» **PROBLEM DETAILS**:
Nothing but the lines below, from the first through the line containing "position:absolute; left:1118px; top:1034px;", should be set down, each one exactly and without pictures.

» **EXCERPTED DATA**:
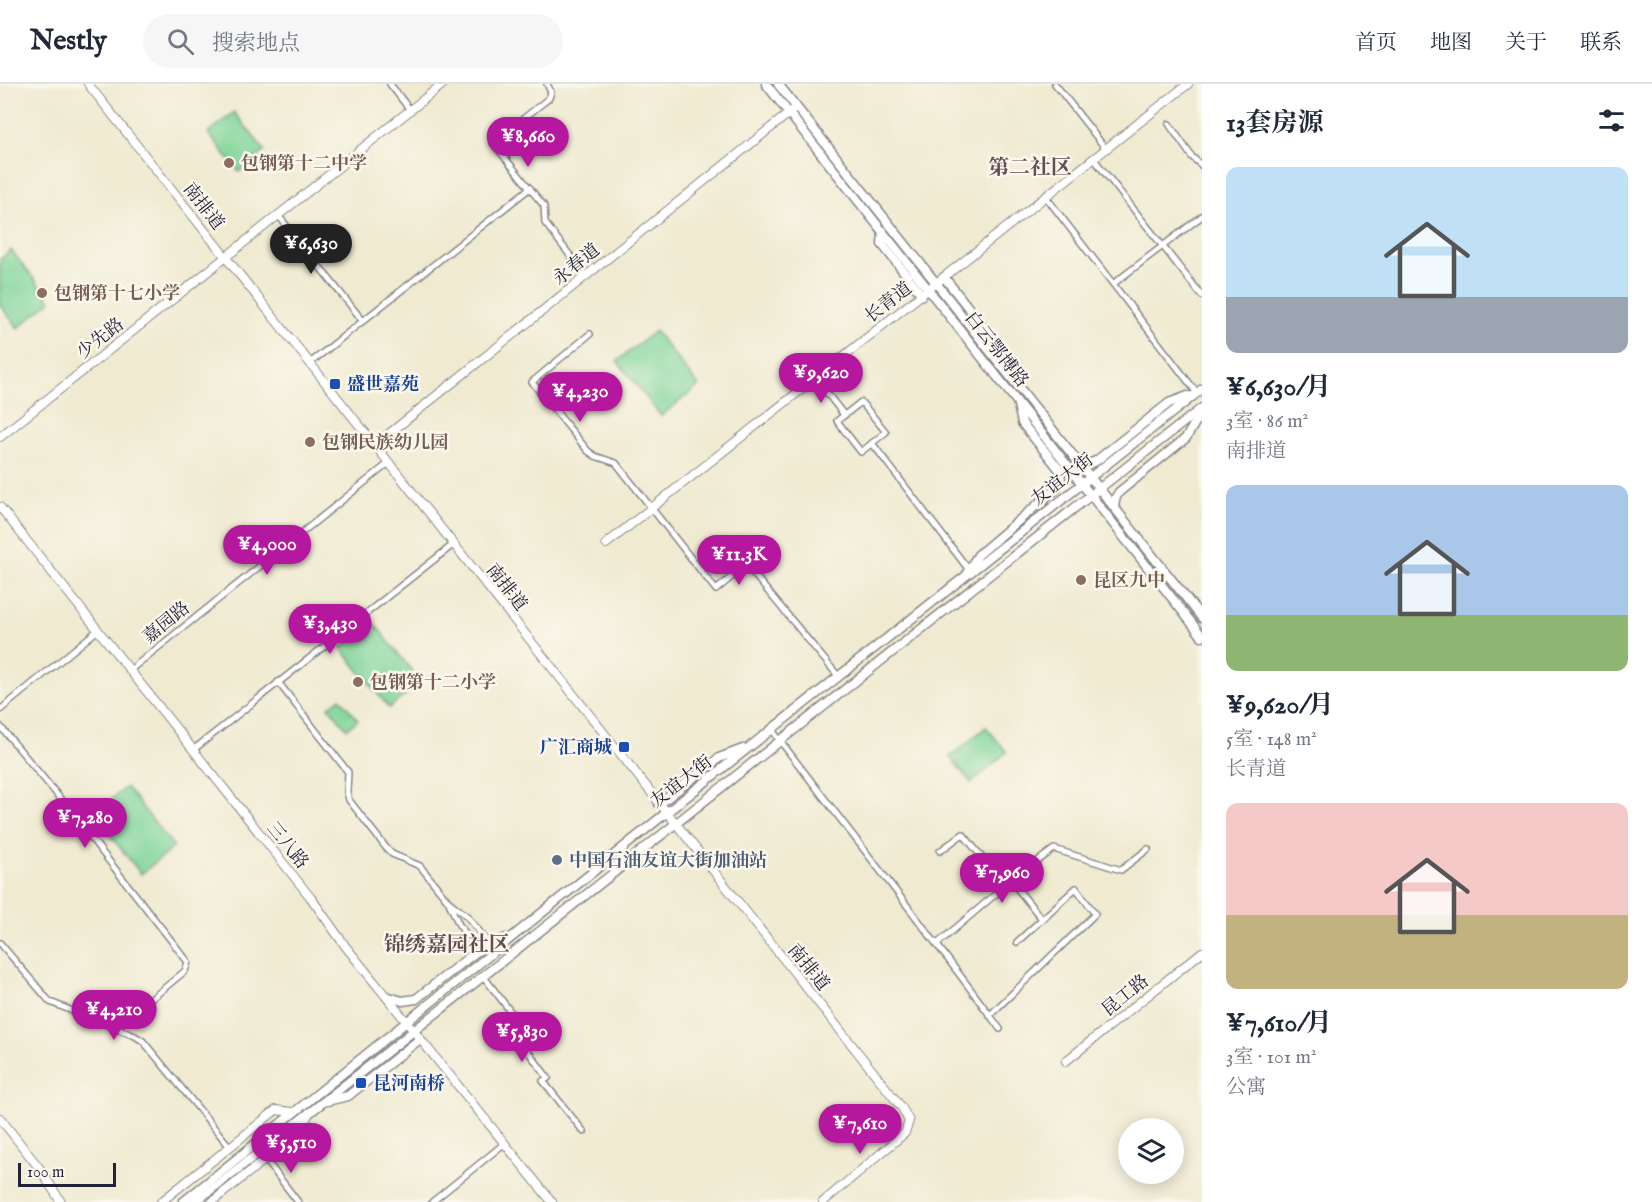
<!DOCTYPE html>
<html lang="zh">
<head>
<meta charset="utf-8">
<style>
	:root { --surface:#fff; --page:#f6f6f7; --text:#1f2937; --muted:#747a83; --line:#e0e1e3; --accent:#b5179e }
	body { margin:0; font-family:"IM FELL English","Noto Serif SC",serif; background:var(--page); color:var(--text); height:100vh; display:flex; flex-direction:column; font-size:22px; white-space:nowrap }
	* { box-sizing:border-box; margin:0 }
	p { font-size:20px; color:var(--muted) }
	.icon { flex:none; width:33px; height:33px; fill:none; stroke:currentColor; stroke-width:2; stroke-linecap:round; stroke-linejoin:round }
	.map { position:relative; flex:1; overflow:hidden }
	.panel { display:flex; flex-direction:column; background:var(--surface); width:450px }
	.panel>* { flex:none }
	.fabs { position:absolute; left:1118px; top:1034px; display:grid; gap:12px }
	.fabs a { display:grid; place-items:center; width:66px; height:66px; border-radius:50%; background:var(--surface); box-shadow:0 3px 15px #0003; font-size:30px }
	.scale { position:absolute; left:18px; bottom:15px; width:98px; box-sizing:border-box; padding-left:6px; border:3px solid #22223b; border-top:0; font-size:16px; line-height:21px; white-space:nowrap; color:#22223b; -webkit-text-stroke:4px #fbf7ec; paint-order:stroke }
	.price { position:absolute; translate:-50% -51px; padding:0 14px; border-radius:21px; background:var(--accent); color:#fff; font-size:20px; line-height:39px; filter:drop-shadow(0 2px 3px #0008) }
	.price::after { content:''; position:absolute; left:50%; top:36px; width:18px; height:14px; margin-left:-9px; background:inherit; clip-path:polygon(0 0,100% 0,50% 100%) }
	.price.on { background:#222; color:#fff }
	ul { padding:0; list-style:none }
	li { display:grid; align-content:center; gap:12px; height:318px; padding:0 24px }
	li span { display:grid; place-items:center; height:186px; border-radius:12px; color:#555 }
	li>.icon { margin-inline-start:auto }
	span .icon { width:108px; height:108px; fill:#fffc; stroke-width:1 }
	li b { font-size:26px }
	h2 { display:flex; justify-content:space-between; align-items:center; height:72px; padding:0 24px; font-size:26px }
	header { display:flex; align-items:center; gap:36px; box-sizing:border-box; height:84px; padding:0 30px; background:var(--surface); border-bottom:2px solid var(--line) }
	header strong { font-size:28px }
	nav { display:flex; gap:33px; margin-inline-start:auto; font-size:21px }
	.search { width:420px; height:54px; background:var(--page); display:flex; align-items:center; gap:15px; box-sizing:border-box; padding:0 21px; border-radius:33px; color:var(--muted); font-size:22px }
	main { display:flex; flex:1; min-height:0 }
	.map>svg:first-child { display:block }
</style>
</head>
<body>
<header>
<strong>Nestly</strong>
<div class="search"><svg class="icon" aria-label="search" viewBox="0 0 24 24"><circle cx="10" cy="10" r="6"/><path d="M15 15l6 6"/></svg>搜索地点</div>
<nav><a>首页</a><a>地图</a><a>关于</a><a>联系</a></nav>
</header>
<main>
<div class="map">
<svg width="1202" height="1118" viewBox="0 0 1202 1118">
	<rect width="100%" height="100%" fill="#fbf7ec"/>
	<filter id="ink" filterUnits="userSpaceOnUse"><feTurbulence type="fractalNoise" baseFrequency=".0167" numOctaves="2"/><feDisplacementMap in="SourceGraphic" scale="12" xChannelSelector="R" yChannelSelector="G"/><feConvolveMatrix kernelMatrix="1 2 1 2 8 2 1 2 1" color-interpolation-filters="sRGB"/></filter>
	<filter id="wash" filterUnits="userSpaceOnUse"><feTurbulence type="fractalNoise" baseFrequency=".008" numOctaves="4" result="noise"/><feDisplacementMap in="SourceGraphic" scale="24" xChannelSelector="R" yChannelSelector="G"/><feGaussianBlur stdDeviation="1.35" result="paint"/><feColorMatrix in="noise" values="0 0 0 0 0 0 0 0 0 0 0 0 0 0 0 0 0 1.4 0 .05"/><feComposite in="paint" operator="in"/></filter>
	<g filter="url(#wash)">
		<rect width="100%" height="100%" fill="#efead0"/>
		<g fill="#7ed498" stroke="#507b6a" stroke-width="1.5">
			<path d="M 234,28 L 265,67 L 239,88 L 208,49 Z"/>
			<path d="M 11,166 L 51,217 L 18,244 L 0,221 L 0,175 Z"/>
			<path d="M 655,247 L 699,302 L 661,332 L 617,277 Z"/>
			<path d="M 373,538 L 421,598 L 389,624 L 341,564 Z"/>
			<path d="M 340,614 L 358,636 L 347,645 L 329,623 Z"/>
			<path d="M 986,643 L 1007,668 L 971,699 L 950,673 Z"/>
			<path d="M 126,703 L 174,763 L 141,790 L 93,730 Z"/>
		</g>
	</g>
	<g filter="url(#ink)">
		<g fill="none" stroke-linecap="round" stroke-linejoin="round">
			<g stroke="#888686" stroke-width="8">
				<g id="street">
					<path d="M 390,0 L 410,26"/>
					<path d="M 547,0 L 551,8 L 549,14 L 493,59 L 544,122 L 545,139 L 586,192"/>
					<path d="M 1055,0 L 1106,65"/>
					<path d="M 1169,40 L 1192,73 L 1202,82"/>
					<path d="M 1094,75 L 1202,212"/>
					<path d="M 1046,113 L 1197,309"/>
					<path d="M 278,131 L 363,237"/>
					<path d="M 1113,200 L 1202,132"/>
					<path d="M 590,250 L 532,298 L 588,367 L 595,372 L 616,379 L 716,506 L 746,481 L 839,593"/>
					<path d="M 310,279 L 530,104"/>
					<path d="M 816,295 L 844,331"/>
					<path d="M 861,318 L 886,348 L 861,368 L 837,337 Z"/>
					<path d="M 872,359 L 969,486"/>
					<path d="M 130,586 L 389,379"/>
					<path d="M 278,598 L 348,688 L 347,708 L 349,716 L 387,765 L 392,770 L 420,782 L 449,818 L 467,832 L 490,861"/>
					<path d="M 0,626 L 98,546"/>
					<path d="M 0,642 L 55,708 L 188,878 L 185,887 L 115,945"/>
					<path d="M 772,646 C 848,746 926,844 1000,945"/>
					<path d="M 193,666 L 454,460"/>
					<path d="M 940,767 L 963,750 L 1005,802"/>
					<path d="M 1011,797 L 1042,835"/>
					<path d="M 449,819 L 459,841 L 478,866"/>
					<path d="M 0,859 L 50,918 L 135,952 L 143,957 L 230,1063"/>
					<path d="M 937,860 L 1011,797 L 1054,765 L 1121,786 L 1148,765"/>
					<path d="M 484,893 L 526,948 L 527,966 L 548,994 L 543,997 L 584,1048"/>
					<path d="M 990,931 L 1095,830 L 1076,804 L 1017,858"/>
					<path d="M 265,1075 L 298,1118"/>
					<path d="M 432,1118 L 505,1059"/>
				</g>
			</g>
			<g stroke="#888686" stroke-width="10">
				<g id="secondary">
					<path d="M 88,0 L 902,1024 L 909,1037 L 905,1049 L 823,1118"/>
					<path d="M 0,353 L 443,0"/>
					<path d="M 375,361 L 793,26"/>
					<path d="M 0,423 L 311,814 L 346,863 L 552,1118"/>
					<path d="M 606,460 L 1188,0"/>
					<path d="M 1066,977 L 1202,868"/>
					<path d="M 0,1034 L 40,1085 L 61,1118"/>
					<path d="M 161,1118 L 276,1026 L 292,1028"/>
					<path d="M 212,1118 L 300,1047 L 309,1029"/>
				</g>
			</g>
			<g stroke="#888686" stroke-width="11">
				<g id="primary">
					<path d="M 766,0 L 1202,552"/>
					<path d="M 778,0 L 1202,534"/>
					<path d="M 883,147 L 882,160 L 922,211"/>
					<path d="M 944,193 L 982,241 L 983,256"/>
					<path d="M 1079,377 L 1088,380 L 1096,377 L 1169,319 L 1188,312"/>
					<path d="M 1114,422 L 1116,413 L 1119,408 L 1186,354 L 1202,327"/>
					<path d="M 968,487 L 978,471 L 1056,405 L 1061,396 L 1060,386 L 1022,339 L 1018,321"/>
					<path d="M 659,720 L 719,674 L 743,665"/>
					<path d="M 386,912 L 402,917 L 416,915 L 477,867 L 506,854"/>
					<path d="M 327,1017 L 348,1012 L 420,955"/>
					<path d="M 183,1118 L 666,729 L 1202,305"/>
					<path d="M 195,1118 C 533,856 865,587 1202,324"/>
				</g>
			</g>
			<use href="#street" stroke="#fff" stroke-width="5"/>
			<use href="#secondary" stroke="#fff" stroke-width="8"/>
			<use href="#primary" stroke="#fff" stroke-width="8"/>
		</g>
	</g>
	<g fill="#8d6e63" stroke="#fbf7ec" stroke-width="2">
		<circle cx="229" cy="79" r="6"/>
		<circle cx="42" cy="209" r="6"/>
		<circle cx="310" cy="358" r="6"/>
		<circle cx="1081" cy="496" r="6"/>
		<circle cx="358" cy="598" r="6"/>
	</g>
	<g fill="#1a4fb4" stroke="#fbf7ec" stroke-width="2">
		<rect x="329" y="294" width="12" height="12" rx="3"/>
		<rect x="618" y="657" width="12" height="12" rx="3"/>
		<rect x="355" y="993" width="12" height="12" rx="3"/>
	</g>
	<circle fill="#5c6f8a" stroke="#fbf7ec" stroke-width="2" cx="557" cy="776" r="6"/>
	<g text-anchor="middle" stroke-width="5" stroke-linejoin="round" paint-order="stroke">
		<g font-size="18" font-weight="bold" fill="#785e54" stroke="#fbf7ec" text-anchor="start">
			<text x="241" y="85">包钢第十二中学</text>
			<text x="54" y="215">包钢第十七小学</text>
			<text x="322" y="364">包钢民族幼儿园</text>
			<text x="1093" y="502">昆区九中</text>
			<text x="370" y="604">包钢第十二小学</text>
		</g>
		<g font-size="18" fill="#22223b" stroke="#fbf7ec">
			<text transform="translate(204 122) rotate(52)" y="6">南排道</text>
			<text transform="translate(576 180) rotate(-39)" y="6">永春道</text>
			<text transform="translate(888 218) rotate(-38)" y="6">长青道</text>
			<text transform="translate(100 254) rotate(-38)" y="6">少先路</text>
			<text transform="translate(997 265) rotate(52)" y="6">白云鄂博路</text>
			<text transform="translate(1062 395) rotate(-38)" y="6">友谊大街</text>
			<text transform="translate(507 503) rotate(52)" y="6">南排道</text>
			<text transform="translate(166 538) rotate(-39)" y="6">嘉园路</text>
			<text transform="translate(681 697) rotate(-38)" y="6">友谊大街</text>
			<text transform="translate(288 761) rotate(51)" y="6">三八路</text>
			<text transform="translate(809 883) rotate(51)" y="6">南排道</text>
			<text transform="translate(1125 911) rotate(-39)" y="6">昆工路</text>
		</g>
		<g font-size="18" font-weight="bold" fill="#164399" stroke="#fbf7ec" text-anchor="start">
			<text x="347" y="306">盛世嘉苑</text>
			<text x="612" y="669" text-anchor="end">广汇商城</text>
			<text x="373" y="1005">昆河南桥</text>
		</g>
		<g font-size="18" font-weight="bold" fill="#4e5e75" stroke="#fbf7ec" text-anchor="start">
			<text x="569" y="782">中国石油友谊大街加油站</text>
		</g>
		<g font-size="21" font-weight="bold" fill="#644d51" stroke="#fbf7ec">
			<text x="1030" y="90">第二社区</text>
			<text x="447" y="867">锦绣嘉园社区</text>
		</g>
	</g>
</svg>
<div class="fabs">
<a><svg class="icon" aria-label="layers" viewBox="0 0 24 24"><path d="M12 4l9 5-9 5-9-5zM3 14l9 5 9-5"/></svg></a>
</div>
<div class="scale">100 m</div>
<b class="price" style="left:528px;top:84px">¥8,660</b>
<b class="price on" style="left:311px;top:191px">¥6,630</b>
<b class="price" style="left:821px;top:320px">¥9,620</b>
<b class="price" style="left:580px;top:339px">¥4,230</b>
<b class="price" style="left:267px;top:492px">¥4,000</b>
<b class="price" style="left:739px;top:502px">¥11.3K</b>
<b class="price" style="left:330px;top:571px">¥3,430</b>
<b class="price" style="left:85px;top:765px">¥7,280</b>
<b class="price" style="left:1002px;top:820px">¥7,960</b>
<b class="price" style="left:114px;top:957px">¥4,210</b>
<b class="price" style="left:522px;top:979px">¥5,830</b>
<b class="price" style="left:860px;top:1071px">¥7,610</b>
<b class="price" style="left:291px;top:1090px">¥5,510</b>
</div>
<section class="panel">
<h2>13套房源<svg class="icon" aria-label="filters" viewBox="0 0 24 24"><path d="M4 7h16M4 17h16"/><circle cx="9" cy="7" r="2"/><circle cx="15" cy="17" r="2"/></svg></h2>
<ul>
<li><span style="background:linear-gradient(#bfe0f5 70%,#9aa5b1 0)"><svg class="icon" aria-label="home" viewBox="0 0 24 24"><path d="M3 11l9-7 9 7M6 9v11h12V9"/></svg></span><div><b>¥6,630/月</b><p>3室 · 86 m²</p><p>南排道</p></div></li>
<li><span style="background:linear-gradient(#a9c7e8 70%,#8fb573 0)"><svg class="icon" aria-label="home" viewBox="0 0 24 24"><path d="M3 11l9-7 9 7M6 9v11h12V9"/></svg></span><div><b>¥9,620/月</b><p>5室 · 148 m²</p><p>长青道</p></div></li>
<li><span style="background:linear-gradient(#f6c9c9 60%,#c2b280 0)"><svg class="icon" aria-label="home" viewBox="0 0 24 24"><path d="M3 11l9-7 9 7M6 9v11h12V9"/></svg></span><div><b>¥7,610/月</b><p>3室 · 101 m²</p><p>公寓</p></div></li>
</ul>
</section>
</main>
</body>
</html>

» **RESULT OF THE TASK**:
<!DOCTYPE html>
<html lang="zh">
<head>
<meta charset="utf-8">
<style>
	:root { --surface:#fff; --page:#f6f6f7; --text:#1f2937; --muted:#747a83; --line:#e0e1e3; --accent:#b5179e }
	body { margin:0; font-family:"IM FELL English","Noto Serif SC",serif; background:var(--page); color:var(--text); height:100vh; display:flex; flex-direction:column; font-size:22px; white-space:nowrap }
	* { box-sizing:border-box; margin:0 }
	p { font-size:20px; color:var(--muted) }
	.icon { flex:none; width:33px; height:33px; fill:none; stroke:currentColor; stroke-width:2; stroke-linecap:round; stroke-linejoin:round }
	.map { position:relative; flex:1; overflow:hidden }
	.panel { display:flex; flex-direction:column; background:var(--surface); width:450px }
	.panel>* { flex:none }
	.fabs { position:absolute; left:1118px; top:1034px; display:grid; gap:12px }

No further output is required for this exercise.